A exposição por mais tempo aos efeitos da fatalidade mata quem tem menos fôlego e força de submergir
Procuro sempre morar em andares baixos de prédios. Em uma emergência, abraço o bombeiro e serão menos degraus para ele tentar me salvar, no colinho e menor a chance de eu me apaixonar. Durante um chuvão, saio rapidinho da Kombi, quando estou na rua, ou não saio à rua, quando estou abrigado.

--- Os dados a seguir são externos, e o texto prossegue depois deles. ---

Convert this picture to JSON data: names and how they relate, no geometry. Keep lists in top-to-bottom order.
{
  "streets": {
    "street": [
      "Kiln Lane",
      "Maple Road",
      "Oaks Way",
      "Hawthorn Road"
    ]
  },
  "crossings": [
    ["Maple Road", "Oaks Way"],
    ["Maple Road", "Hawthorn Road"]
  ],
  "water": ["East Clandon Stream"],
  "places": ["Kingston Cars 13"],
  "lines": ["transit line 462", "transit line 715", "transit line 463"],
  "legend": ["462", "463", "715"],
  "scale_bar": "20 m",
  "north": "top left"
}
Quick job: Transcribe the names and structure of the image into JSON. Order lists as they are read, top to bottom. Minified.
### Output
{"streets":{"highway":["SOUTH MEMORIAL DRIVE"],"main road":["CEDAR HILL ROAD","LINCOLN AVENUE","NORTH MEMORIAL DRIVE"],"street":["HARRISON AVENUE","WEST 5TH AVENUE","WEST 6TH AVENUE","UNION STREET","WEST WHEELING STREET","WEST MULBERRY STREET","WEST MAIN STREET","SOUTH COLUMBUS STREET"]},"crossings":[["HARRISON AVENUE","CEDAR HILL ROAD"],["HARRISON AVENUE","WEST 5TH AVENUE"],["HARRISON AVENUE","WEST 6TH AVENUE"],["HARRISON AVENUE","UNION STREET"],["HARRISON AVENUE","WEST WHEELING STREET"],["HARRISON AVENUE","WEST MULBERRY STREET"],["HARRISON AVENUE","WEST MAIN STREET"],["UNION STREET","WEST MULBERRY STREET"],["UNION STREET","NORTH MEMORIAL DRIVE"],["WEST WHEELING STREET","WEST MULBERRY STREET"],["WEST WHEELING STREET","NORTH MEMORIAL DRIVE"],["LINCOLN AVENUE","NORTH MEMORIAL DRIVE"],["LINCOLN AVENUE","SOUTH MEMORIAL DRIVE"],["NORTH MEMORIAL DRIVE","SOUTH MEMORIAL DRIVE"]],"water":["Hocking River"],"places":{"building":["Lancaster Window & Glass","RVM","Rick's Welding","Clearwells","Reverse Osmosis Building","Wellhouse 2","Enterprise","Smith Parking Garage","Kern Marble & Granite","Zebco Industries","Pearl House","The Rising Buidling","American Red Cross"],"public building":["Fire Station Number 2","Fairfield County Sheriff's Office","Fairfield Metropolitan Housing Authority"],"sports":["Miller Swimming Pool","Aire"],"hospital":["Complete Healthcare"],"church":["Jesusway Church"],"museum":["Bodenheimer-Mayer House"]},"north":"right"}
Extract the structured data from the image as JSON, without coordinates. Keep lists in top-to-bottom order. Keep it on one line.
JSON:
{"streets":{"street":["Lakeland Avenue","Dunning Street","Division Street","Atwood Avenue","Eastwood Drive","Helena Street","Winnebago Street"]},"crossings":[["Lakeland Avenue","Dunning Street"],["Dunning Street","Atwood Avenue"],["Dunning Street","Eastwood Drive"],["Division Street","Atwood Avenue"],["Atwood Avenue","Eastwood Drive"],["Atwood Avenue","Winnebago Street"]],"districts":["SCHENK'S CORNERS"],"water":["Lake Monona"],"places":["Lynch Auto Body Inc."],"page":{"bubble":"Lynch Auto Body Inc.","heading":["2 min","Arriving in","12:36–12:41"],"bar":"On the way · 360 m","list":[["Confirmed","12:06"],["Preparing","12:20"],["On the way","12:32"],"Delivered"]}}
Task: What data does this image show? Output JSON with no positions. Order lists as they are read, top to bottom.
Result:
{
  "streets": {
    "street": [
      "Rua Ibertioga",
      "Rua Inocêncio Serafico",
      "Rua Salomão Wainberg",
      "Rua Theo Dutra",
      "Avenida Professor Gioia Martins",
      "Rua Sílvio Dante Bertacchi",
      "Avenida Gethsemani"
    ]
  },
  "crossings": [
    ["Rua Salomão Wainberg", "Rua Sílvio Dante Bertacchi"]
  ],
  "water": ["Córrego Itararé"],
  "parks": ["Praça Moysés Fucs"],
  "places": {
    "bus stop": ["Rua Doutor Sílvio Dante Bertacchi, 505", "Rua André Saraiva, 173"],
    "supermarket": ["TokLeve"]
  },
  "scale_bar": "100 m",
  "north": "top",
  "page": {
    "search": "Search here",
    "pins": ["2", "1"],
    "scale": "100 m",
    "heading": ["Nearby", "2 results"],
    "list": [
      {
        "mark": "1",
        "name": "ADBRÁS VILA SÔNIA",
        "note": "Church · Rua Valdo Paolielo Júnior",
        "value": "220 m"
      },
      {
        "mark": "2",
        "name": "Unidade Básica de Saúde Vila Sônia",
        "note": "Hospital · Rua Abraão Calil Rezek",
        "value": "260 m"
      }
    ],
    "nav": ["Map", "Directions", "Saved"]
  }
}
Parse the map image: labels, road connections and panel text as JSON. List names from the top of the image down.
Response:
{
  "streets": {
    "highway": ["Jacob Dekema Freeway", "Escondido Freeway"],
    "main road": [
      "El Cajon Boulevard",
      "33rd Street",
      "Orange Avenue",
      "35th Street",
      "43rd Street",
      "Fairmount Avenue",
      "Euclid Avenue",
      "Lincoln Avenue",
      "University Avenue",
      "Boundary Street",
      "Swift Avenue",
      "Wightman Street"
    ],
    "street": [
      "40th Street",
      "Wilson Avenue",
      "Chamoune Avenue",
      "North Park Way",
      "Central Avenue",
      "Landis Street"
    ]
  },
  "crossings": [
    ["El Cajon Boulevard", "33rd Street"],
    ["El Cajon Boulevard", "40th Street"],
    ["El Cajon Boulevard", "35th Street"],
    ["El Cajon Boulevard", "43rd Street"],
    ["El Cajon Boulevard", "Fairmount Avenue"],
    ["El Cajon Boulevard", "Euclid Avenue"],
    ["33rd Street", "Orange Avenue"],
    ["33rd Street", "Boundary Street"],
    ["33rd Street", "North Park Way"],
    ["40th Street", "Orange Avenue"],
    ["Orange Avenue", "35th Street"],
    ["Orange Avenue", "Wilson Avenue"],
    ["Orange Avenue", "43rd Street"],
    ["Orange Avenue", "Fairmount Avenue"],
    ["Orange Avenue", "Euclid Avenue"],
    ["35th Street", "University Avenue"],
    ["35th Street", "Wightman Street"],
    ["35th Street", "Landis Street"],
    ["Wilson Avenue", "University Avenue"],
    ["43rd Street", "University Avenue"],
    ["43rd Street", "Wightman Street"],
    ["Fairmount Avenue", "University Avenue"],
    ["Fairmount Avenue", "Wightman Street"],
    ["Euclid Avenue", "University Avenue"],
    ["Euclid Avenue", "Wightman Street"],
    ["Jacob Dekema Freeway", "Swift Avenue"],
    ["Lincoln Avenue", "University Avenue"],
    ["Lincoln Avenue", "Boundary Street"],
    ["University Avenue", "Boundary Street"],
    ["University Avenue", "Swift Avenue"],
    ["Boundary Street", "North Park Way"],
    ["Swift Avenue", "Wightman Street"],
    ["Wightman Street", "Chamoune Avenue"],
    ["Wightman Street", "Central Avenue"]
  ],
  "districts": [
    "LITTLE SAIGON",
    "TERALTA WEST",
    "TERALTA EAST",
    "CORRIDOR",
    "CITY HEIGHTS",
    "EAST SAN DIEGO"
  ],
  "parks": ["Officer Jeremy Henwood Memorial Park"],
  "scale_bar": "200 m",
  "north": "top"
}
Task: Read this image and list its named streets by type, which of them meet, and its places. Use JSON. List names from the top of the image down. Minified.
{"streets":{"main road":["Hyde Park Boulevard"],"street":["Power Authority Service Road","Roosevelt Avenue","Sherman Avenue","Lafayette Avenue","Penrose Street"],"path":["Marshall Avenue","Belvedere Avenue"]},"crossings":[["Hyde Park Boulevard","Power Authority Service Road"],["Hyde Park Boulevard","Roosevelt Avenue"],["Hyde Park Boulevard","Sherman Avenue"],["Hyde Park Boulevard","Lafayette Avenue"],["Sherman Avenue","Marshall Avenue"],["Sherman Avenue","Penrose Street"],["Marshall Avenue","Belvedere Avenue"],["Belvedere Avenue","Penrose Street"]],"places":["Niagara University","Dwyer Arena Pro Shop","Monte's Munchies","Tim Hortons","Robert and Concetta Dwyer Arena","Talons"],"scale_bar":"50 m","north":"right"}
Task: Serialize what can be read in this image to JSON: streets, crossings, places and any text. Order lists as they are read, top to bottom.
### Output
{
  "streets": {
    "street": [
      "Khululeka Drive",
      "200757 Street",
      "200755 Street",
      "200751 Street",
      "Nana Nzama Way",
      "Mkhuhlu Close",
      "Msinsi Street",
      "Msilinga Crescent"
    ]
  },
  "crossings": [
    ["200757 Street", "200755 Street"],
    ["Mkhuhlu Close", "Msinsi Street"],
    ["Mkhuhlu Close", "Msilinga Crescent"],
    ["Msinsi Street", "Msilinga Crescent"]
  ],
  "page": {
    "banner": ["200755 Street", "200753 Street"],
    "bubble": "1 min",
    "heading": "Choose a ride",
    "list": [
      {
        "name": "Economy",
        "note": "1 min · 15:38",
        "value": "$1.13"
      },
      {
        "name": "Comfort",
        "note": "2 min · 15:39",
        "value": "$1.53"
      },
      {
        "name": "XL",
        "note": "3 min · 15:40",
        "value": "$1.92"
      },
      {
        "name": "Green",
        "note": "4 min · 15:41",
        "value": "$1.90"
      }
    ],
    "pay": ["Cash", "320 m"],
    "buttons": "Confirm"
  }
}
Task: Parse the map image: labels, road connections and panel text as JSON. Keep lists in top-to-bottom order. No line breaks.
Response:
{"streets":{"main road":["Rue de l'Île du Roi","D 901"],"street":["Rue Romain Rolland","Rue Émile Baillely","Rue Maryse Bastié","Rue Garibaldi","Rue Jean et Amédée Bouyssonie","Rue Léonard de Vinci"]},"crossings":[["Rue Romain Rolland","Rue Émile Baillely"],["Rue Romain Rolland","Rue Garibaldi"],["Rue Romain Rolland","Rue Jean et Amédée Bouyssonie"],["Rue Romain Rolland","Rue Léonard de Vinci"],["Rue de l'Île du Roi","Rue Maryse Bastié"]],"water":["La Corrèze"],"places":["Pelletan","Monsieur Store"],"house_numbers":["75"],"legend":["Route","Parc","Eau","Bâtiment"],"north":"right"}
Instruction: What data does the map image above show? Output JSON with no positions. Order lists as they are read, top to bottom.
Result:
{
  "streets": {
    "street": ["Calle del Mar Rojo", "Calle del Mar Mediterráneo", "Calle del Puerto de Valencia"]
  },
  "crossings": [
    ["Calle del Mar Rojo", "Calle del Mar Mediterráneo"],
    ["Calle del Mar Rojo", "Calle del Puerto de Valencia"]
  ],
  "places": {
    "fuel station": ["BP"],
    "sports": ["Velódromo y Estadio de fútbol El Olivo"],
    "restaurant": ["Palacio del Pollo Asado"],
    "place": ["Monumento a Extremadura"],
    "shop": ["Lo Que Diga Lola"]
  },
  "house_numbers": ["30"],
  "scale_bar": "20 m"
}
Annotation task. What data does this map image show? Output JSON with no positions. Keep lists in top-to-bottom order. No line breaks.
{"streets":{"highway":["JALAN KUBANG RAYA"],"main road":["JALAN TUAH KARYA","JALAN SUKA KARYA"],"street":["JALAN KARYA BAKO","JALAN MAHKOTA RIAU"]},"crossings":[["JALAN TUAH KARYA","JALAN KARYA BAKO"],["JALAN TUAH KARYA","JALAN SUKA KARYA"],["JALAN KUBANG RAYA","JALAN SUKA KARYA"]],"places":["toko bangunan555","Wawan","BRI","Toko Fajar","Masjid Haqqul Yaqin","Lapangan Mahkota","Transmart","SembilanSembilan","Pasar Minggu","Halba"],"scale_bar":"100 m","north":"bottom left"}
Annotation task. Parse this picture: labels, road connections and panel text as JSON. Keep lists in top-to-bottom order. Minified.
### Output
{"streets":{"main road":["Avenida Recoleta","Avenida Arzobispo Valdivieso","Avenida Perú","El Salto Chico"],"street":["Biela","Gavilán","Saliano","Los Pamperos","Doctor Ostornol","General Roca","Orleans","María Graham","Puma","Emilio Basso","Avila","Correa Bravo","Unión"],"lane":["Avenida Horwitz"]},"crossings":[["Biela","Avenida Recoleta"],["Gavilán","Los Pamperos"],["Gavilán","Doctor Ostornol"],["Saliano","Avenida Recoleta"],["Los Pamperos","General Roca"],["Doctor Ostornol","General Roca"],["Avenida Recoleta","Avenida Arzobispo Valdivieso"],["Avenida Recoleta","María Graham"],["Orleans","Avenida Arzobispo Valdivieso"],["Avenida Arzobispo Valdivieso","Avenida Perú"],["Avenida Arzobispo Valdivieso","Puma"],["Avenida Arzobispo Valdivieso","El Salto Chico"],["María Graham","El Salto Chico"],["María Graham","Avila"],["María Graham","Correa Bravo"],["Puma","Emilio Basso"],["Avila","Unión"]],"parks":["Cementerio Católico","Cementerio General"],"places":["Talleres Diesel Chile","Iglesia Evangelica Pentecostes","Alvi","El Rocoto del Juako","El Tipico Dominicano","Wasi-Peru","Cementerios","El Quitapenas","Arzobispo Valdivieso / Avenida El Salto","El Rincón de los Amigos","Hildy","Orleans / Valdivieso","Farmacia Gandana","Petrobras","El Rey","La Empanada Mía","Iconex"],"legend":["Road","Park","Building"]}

Com cada vez mais efeitos drásticos da crise do clima abalando o mundo, fica exposta uma questão estratégica fundamental à sobrevivência dos mais vulneráveis –e são multidões—, o que fazer e como fazer para dar fuga e chances diante das desgraceiras aos velhos, às crianças, às pessoas com deficiência, às grávidas e aos cavalos?
O pensamento óbvio em situações de tragédias é que todos são vítimas, então, não existe prioridade, o que faz sentido até certo ponto. O que também faz sentido é que a exposição por mais tempo aos efeitos de uma fatalidade vai matar quem tem menos fôlego e força para submergir.
Pouco mais da metade dos mortos contabilizados até agora na tragédia do RS são pessoas mais velhas. Os velhos também são os mais afetados com as altas temperaturas e com alterações repentinas do clima, que impactam de maneira rápida em seus quadros de saúde.
Contar apenas com nossa senhora da bicicletinha ou acender uma vela não serão estratégias suficientes para tentar proteger os mais vulneráveis de serem dizimados diante das catástrofes que, agora, acontecem mensalmente, em algum ponto do planeta. Conseguimos, afinal!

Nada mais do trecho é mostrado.